*** Supplied material Section Begins ***
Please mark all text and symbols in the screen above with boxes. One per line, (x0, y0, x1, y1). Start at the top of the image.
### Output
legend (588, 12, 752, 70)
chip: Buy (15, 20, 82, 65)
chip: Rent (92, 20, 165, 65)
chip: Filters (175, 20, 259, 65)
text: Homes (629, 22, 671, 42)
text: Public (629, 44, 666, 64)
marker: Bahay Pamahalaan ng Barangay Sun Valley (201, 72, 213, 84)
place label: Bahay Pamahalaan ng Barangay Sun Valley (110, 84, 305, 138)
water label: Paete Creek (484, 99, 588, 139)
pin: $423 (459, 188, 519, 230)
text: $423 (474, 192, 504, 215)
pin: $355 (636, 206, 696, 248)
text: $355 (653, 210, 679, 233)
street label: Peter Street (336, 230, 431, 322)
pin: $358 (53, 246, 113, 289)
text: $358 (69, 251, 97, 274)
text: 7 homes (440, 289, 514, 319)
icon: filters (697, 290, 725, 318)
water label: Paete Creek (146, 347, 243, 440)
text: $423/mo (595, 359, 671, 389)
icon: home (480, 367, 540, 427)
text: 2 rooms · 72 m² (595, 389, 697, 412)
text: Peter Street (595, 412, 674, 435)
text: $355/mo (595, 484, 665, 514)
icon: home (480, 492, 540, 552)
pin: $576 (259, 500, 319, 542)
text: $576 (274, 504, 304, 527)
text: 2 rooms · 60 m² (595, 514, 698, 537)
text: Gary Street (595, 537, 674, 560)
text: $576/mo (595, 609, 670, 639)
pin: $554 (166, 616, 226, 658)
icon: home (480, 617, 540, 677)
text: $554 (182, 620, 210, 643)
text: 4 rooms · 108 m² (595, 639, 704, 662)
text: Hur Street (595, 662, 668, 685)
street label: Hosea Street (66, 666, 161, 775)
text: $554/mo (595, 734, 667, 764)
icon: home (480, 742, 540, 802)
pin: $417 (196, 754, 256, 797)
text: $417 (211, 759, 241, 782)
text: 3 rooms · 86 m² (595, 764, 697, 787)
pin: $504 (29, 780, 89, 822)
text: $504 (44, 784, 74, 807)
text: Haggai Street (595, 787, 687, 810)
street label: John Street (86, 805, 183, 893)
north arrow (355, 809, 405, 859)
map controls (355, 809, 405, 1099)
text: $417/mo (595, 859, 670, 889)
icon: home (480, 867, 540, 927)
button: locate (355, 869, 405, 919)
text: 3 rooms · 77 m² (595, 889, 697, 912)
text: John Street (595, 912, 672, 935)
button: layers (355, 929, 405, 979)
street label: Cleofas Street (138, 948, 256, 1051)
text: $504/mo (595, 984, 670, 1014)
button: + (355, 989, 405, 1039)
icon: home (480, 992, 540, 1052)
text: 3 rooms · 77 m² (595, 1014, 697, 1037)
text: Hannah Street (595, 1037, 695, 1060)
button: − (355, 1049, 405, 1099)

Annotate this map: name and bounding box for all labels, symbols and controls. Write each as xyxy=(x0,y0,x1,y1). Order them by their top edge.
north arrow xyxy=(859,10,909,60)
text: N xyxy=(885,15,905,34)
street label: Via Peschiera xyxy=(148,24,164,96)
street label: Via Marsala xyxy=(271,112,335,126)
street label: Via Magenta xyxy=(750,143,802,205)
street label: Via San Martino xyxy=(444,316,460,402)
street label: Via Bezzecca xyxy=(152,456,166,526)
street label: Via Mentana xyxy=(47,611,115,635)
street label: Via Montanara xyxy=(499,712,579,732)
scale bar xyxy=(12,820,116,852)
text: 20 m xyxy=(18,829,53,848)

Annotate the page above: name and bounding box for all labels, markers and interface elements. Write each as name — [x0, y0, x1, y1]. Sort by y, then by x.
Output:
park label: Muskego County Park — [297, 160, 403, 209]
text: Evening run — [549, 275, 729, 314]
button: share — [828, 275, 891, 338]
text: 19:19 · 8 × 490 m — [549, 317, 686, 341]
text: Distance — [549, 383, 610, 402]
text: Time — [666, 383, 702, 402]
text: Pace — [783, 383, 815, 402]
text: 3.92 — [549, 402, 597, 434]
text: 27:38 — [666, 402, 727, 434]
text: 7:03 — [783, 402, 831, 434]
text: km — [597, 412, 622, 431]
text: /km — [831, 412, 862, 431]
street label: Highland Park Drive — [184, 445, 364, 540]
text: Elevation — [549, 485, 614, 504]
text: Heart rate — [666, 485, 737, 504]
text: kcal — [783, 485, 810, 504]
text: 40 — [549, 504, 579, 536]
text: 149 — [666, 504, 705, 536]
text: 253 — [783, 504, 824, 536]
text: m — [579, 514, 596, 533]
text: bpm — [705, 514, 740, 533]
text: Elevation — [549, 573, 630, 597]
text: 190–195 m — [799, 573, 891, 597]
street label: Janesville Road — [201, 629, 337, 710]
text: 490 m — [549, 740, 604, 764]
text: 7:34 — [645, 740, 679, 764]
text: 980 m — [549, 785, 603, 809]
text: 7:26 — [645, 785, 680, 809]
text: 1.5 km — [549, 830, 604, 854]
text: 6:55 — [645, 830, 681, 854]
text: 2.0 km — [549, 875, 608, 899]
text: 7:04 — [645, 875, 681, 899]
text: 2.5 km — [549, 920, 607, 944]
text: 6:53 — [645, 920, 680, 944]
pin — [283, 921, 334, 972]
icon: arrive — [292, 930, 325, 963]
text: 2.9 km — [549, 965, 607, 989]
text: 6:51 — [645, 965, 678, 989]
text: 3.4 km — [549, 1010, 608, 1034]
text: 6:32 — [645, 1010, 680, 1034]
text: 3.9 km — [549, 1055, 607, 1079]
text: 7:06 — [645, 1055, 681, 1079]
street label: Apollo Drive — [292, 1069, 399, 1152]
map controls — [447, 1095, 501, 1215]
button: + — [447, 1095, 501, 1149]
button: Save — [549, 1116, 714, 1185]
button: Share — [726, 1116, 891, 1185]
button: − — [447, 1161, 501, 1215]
*** Supplied material Section Ends ***
(Task requirements)
Report all lines of the data above that include the string "Bahay".

(Completed exercise)
marker: Bahay Pamahalaan ng Barangay Sun Valley (201, 72, 213, 84)
place label: Bahay Pamahalaan ng Barangay Sun Valley (110, 84, 305, 138)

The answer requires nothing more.